The possibility of some software application developer coming up with an Urdu speech recognition program just got more likely as the most fundamental tool needed for it has just been developed at Lahore’s Information Technology University.
Linguistic technology expert Dr. Agha Ali Raza and his team at ITU’s Center for Speech and Language Technologies (CSaLT) laboratory has released for public use a corpus of Urdu sentences that covers all possible distinct sounds, called phoneme by linguists, used in everyday speech. This corpus comprising 708 sentences that covers all 63 phonemes will soon be available for download at the C-SALT website.
Those interested in developing an Urdu speech recognition software will now have access to the most basic ingredient needed for the purpose. They will just need a repository of words used in everyday speech to proceed with developing the application, says Dr. Raza.
“Speech recognition is a two-step process. The corpus will give the computer application access to all possible phonemes used in formation of meaningful Urdu words from everyday speech,” he says. Though there are 63 distinct phonemes in Urdu, in everyday speech these don’t correspond to 63 distinct sounds. Dr. Raza explains that sound made for a phoneme may vary from one utterance to another depending on the phoneme used before and after it in a word. Thus, he says, for every phoneme x, there will be 63*x*63 possible (tri-phoneme) sounds. The corpus of sentences covers for all these possible sounds.
In the first step, words from the corpus will allow the application to train itself in the sounds of various Urdu words. The separate repository of words will come into play in the second stage allowing the application to to choose the most appropriate words for the output sentences. “This will enhance accuracy of the software,” Dr. Raza says.
Thus, the accuracy of the speech recognition softwares depends on written or oral sources from where words and sentences are generated for the corpus and the repository maintained separately for ruling out meaningless words.
Dr. Raza and his team has relied upon written material obtained from newspaper and magazine articles in Urdu to generate this corpus. In another corpus under development at the CSaLT lab, he is using oral material recorded with permission from several thousand telephonic conversations. “This will provide us with a more comprehensive corpus of words used in everyday speech,” he says. He expects that work on this bigger project will be completed this year.
One way speech recognition softwares available for international languages like English constantly keep enhancing their accuracy is by adding to the repository (for future use) words spoken to them by users.
Dr. Raza says he had started work on the corpus under supervision of Dr. Sarmad Hussain as part of his master’s’ thesis at the Lahore-based National University of Computer and Emerging Sciences FAST. Then, he proceeded to Carnegie Mellon University where he completed his doctorate of philosophy (PhD) in Language Technologies. He and Dr. Hussain were assisted by a colleague, Huda Sarfaraz, and two linguists, Inamullah and Zahid Sarfaraz, in compiling the list of 708 sentences for the corpus.
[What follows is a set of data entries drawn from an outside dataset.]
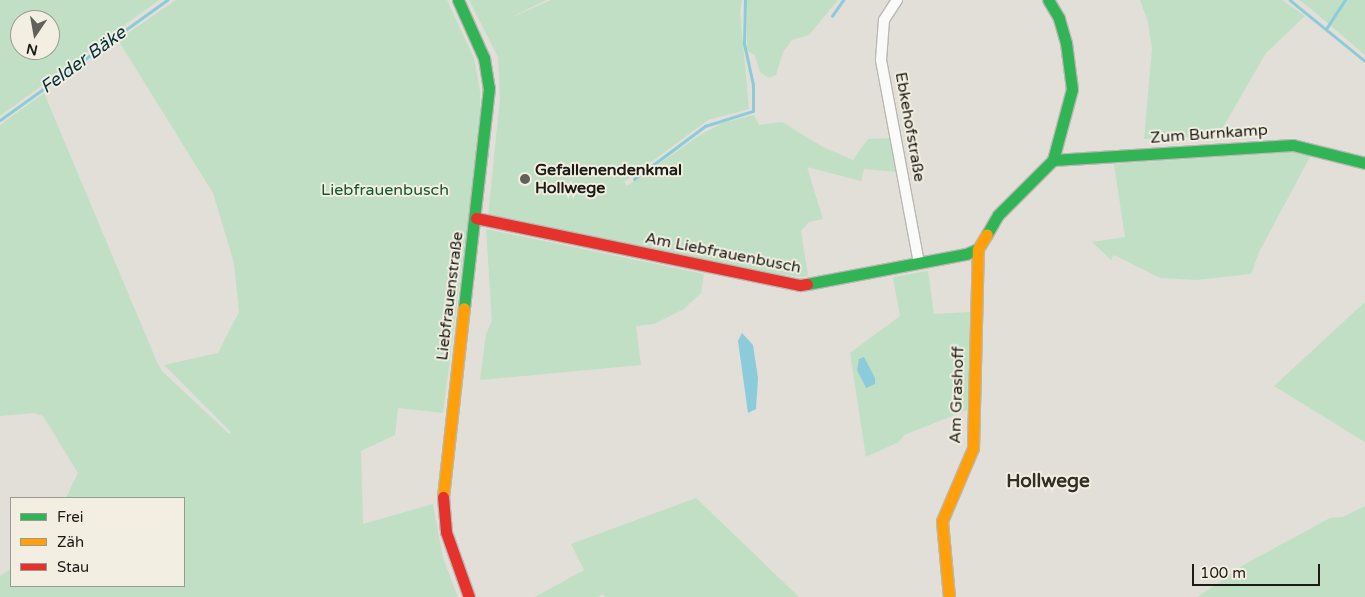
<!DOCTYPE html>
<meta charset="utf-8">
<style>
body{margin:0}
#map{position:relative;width:1365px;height:597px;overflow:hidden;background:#e1dfd8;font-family:"Varela Round",sans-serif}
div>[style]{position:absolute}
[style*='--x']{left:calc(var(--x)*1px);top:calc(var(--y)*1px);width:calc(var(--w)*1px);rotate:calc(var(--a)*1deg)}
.green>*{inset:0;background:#c1dfc5}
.water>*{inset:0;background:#8ccbd9}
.stream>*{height:2.5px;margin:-1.25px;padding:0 1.25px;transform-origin:1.25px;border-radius:1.25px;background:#8ccbd9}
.roads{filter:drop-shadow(1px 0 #bab8b3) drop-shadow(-1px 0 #bab8b3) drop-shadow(0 1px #bab8b3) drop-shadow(0 -1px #bab8b3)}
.street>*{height:10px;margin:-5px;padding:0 5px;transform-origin:5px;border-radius:5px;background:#fafaf9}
.fast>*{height:11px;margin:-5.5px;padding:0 5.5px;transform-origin:5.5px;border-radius:5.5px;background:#30b455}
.slow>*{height:11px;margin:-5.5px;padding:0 5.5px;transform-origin:5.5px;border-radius:5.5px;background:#ff9f0a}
.jam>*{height:11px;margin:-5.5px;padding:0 5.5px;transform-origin:5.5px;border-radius:5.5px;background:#e5322d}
.dots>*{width:14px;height:14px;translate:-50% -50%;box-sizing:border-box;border:2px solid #f2eee1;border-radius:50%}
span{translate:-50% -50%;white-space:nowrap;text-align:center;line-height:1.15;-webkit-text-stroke:4px #f2eee1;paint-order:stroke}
.street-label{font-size:16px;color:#1c1b16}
.poi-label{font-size:16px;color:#1c1b16;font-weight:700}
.left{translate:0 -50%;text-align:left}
.park-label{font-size:16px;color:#11582d}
.water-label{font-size:18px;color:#04313c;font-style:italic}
.quarter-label{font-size:19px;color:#322f25;font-weight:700}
.legend{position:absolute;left:10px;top:497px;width:175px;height:90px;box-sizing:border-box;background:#f2eee1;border:1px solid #9c9a90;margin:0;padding:6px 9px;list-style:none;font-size:15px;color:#1c1b16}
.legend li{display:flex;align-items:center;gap:10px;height:25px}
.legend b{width:25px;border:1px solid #9c9a90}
.north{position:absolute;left:10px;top:10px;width:50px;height:50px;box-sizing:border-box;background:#f2eee1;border:1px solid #9c9a90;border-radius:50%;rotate:192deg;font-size:14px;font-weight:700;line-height:20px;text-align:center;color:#1c1b16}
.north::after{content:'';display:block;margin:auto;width:18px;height:22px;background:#61605a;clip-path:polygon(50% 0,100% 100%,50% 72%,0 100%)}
.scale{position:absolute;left:1192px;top:564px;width:128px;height:22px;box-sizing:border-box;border:2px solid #1c1b16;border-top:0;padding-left:6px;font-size:15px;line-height:18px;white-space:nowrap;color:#1c1b16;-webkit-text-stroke:4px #f2eee1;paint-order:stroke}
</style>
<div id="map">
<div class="green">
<div style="clip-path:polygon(evenodd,0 0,159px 0,0 116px,0 0,20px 20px,50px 20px,50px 50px,20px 50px,20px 20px)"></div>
<div style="clip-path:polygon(176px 0,447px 0,474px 58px,480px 91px,480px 126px,443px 413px,398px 408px,395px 435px,361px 451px,363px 524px,433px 504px,443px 558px,458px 597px,0 597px,0 576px,11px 569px,11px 586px,184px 586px,184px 498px,66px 498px,78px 473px,43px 416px,34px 413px,0 416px,0 125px,44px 93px,157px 362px,162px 371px,229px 434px,231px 432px,164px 365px,218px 353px,239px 312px,234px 263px,213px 193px,118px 40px)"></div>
<div style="clip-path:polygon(469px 0,546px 0,506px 20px,551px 0,742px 0,740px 11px,749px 109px,708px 120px,624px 182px,627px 186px,700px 135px,722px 123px,754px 115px,759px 125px,782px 122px,823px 147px,853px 160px,868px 139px,890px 138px,897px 172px,864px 169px,861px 181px,807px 167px,823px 219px,809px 222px,801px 231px,808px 276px,800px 277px,739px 268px,488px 216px,500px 99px,498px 57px)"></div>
<div style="clip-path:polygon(747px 0,838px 0,809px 35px,792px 40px,783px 52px,776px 75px,769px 78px,760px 72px,755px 56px,747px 50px)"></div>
<div style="clip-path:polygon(1140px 0,1282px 0,1305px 16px,1266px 53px,1218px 136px,1144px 139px,1152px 49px,1148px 22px)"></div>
<div style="clip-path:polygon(1299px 0,1365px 0,1365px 55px,1311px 9px)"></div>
<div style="clip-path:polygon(1293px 152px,1311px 155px,1259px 252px,1251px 274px,1196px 280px,1160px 278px,1114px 255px,1111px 260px,1092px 242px,1125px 237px,1114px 164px)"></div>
<div style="clip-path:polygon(486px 229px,704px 274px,701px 293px,684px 309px,654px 324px,636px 326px,641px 365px,480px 380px,486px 334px,492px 321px)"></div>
<div style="clip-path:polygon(928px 271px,934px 314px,971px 312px,970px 409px,904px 435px,899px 442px,866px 457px,850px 353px,900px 316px,893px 277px)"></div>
<div style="clip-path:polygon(1365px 302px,1365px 442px,1274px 386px)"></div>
<div style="clip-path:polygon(696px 498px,799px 597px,605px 597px,603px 594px,598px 597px,535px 597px,584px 570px,571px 544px)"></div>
<div style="clip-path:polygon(1365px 506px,1365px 597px,1198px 597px,1245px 564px,1330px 518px,1343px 517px)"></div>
</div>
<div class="water">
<div style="clip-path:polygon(742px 333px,753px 345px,758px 378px,756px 409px,748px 413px,738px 341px)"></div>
<div style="clip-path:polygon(864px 357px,875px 378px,875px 384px,866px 388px,857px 370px,859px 359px)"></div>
</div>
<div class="stream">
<div style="--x:1290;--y:0;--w:97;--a:39.1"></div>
<div style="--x:832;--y:16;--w:19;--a:-55"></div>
<div style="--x:1326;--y:29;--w:35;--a:-57"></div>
<div style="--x:0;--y:120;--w:206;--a:-35.7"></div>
<div style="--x:634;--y:179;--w:89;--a:-36.7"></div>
<div style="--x:705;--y:126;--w:50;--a:-17.4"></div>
<div style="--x:753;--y:111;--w:26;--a:-90"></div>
<div style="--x:753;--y:85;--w:42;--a:-102.4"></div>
<div style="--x:744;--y:44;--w:44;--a:-88.7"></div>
</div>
<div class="roads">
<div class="street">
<div style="--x:897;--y:0;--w:24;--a:123"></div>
<div style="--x:884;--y:20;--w:40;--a:94.3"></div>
<div style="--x:881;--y:60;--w:207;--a:79.4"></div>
</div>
<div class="fast">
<div style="--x:458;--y:0;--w:64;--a:65.9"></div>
<div style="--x:484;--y:58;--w:30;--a:81"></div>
<div style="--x:489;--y:88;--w:221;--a:96.5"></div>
<div style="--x:1053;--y:160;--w:240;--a:-3.6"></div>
<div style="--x:1293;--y:145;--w:74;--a:14"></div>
<div style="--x:987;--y:234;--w:22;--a:-60"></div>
<div style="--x:998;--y:215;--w:78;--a:-45"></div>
<div style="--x:1053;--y:160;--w:73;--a:-75"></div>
<div style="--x:1072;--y:89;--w:46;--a:-97.4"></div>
<div style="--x:1066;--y:43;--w:26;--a:-106"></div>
<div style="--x:1059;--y:18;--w:21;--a:-121"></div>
<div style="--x:807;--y:284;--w:162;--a:-10.7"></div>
<div style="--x:966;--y:254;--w:13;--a:-23"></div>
</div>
<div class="slow">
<div style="--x:443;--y:497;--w:190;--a:-83.7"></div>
<div style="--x:949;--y:597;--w:76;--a:-95.3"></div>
<div style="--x:942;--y:521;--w:79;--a:-67"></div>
<div style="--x:973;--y:448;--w:199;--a:-88.6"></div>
<div style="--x:978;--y:249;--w:17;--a:-59"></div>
</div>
<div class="jam">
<div style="--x:476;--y:218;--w:331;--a:11.7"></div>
<div style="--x:800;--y:285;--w:7;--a:-8"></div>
<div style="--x:443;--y:497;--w:35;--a:85"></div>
<div style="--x:446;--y:532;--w:69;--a:70.5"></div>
</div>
</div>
<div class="dots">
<div style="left:525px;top:179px;background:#61605a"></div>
</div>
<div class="street-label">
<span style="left:910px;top:127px;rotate:80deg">Ebkehofstraße</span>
<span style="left:1209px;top:134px;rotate:-4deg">Zum Burnkamp</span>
<span style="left:723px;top:253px;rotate:11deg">Am Liebfrauenbusch</span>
<span style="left:450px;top:296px;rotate:-83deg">Liebfrauenstraße</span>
<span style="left:957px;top:395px;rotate:-88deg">Am Grashoff</span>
</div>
<div class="poi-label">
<span class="left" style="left:535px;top:179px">Gefallenendenkmal<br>Hollwege</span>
</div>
<div class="park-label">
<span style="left:385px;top:190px">Liebfrauenbusch</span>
</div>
<div class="water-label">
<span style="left:83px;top:60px;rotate:-36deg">Felder Bäke</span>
</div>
<div class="quarter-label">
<span style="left:1048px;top:482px">Hollwege</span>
</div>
<ul class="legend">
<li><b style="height:6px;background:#30b455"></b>Frei</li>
<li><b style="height:6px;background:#ff9f0a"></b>Zäh</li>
<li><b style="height:6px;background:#e5322d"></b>Stau</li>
</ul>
<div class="north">N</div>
<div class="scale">100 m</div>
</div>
“We hope that release of this corpus will also prove beneficial for regional languages in the country and languages lacking ample linguistic resources all over the world. Those interested in working on those languages can follow our technique to develop similar corpora of sentences in those languages,” he says. “The technique used in development of this corpus will work for any language for which written material is available,” he says.
The other corpus under development at the lab will pave the way for working on regional languages with little or no written material. “Recorded speech in those languages will be sufficient to provide material for speech recognition,” he says.
Linguist Tariq Rahman welcomes the development and says that such initiatives for promotion and preservation of the country’s languages have been due for a long time now. “These resources have the potential of raising the profile of a language. The closer a language is to domains of power the higher the probability of its survival,” he says. He adds people tend to prioritize learning of languages that offer material rewards like better employment opportunities. He hopes similar work will soon be started for ‘other national languages of the country’.
Rahman highlights that there may be a need for maintaining multiple databases of words and sentences to account for different varieties of Urdu spoken in the country. There are subtle differences in Urdu in different regions of the country. Urdu of Punjab is different from that of Sind and both have features that distinguish them from its variety in other regions like Khyber-Pakhtunkhwa, he adds.
Dr. Raza says this variety has been taken into consideration in compilation of the database of oral communications. He says the software being used to collect data has been made available all over the country. Initially, the users were concentrated in the Punjab but now we have reached out to all regions of the country, he adds.
Dr. Raza says speech recognition programmes facilitate access to smartphone- and internet-based services. Those unable to use these services due to a disability like visual impairment and amputation, paralysis or illiteracy can do so with help of speech recognition feature, he says. It also allows use of smartphone and internet in situations where it may be inconvenient otherwise, like when you’re driving a car. “Now, all of this can be done in our local languages as well,” he says.
The corpus is available for download at: http://csalt.itu.edu.pk/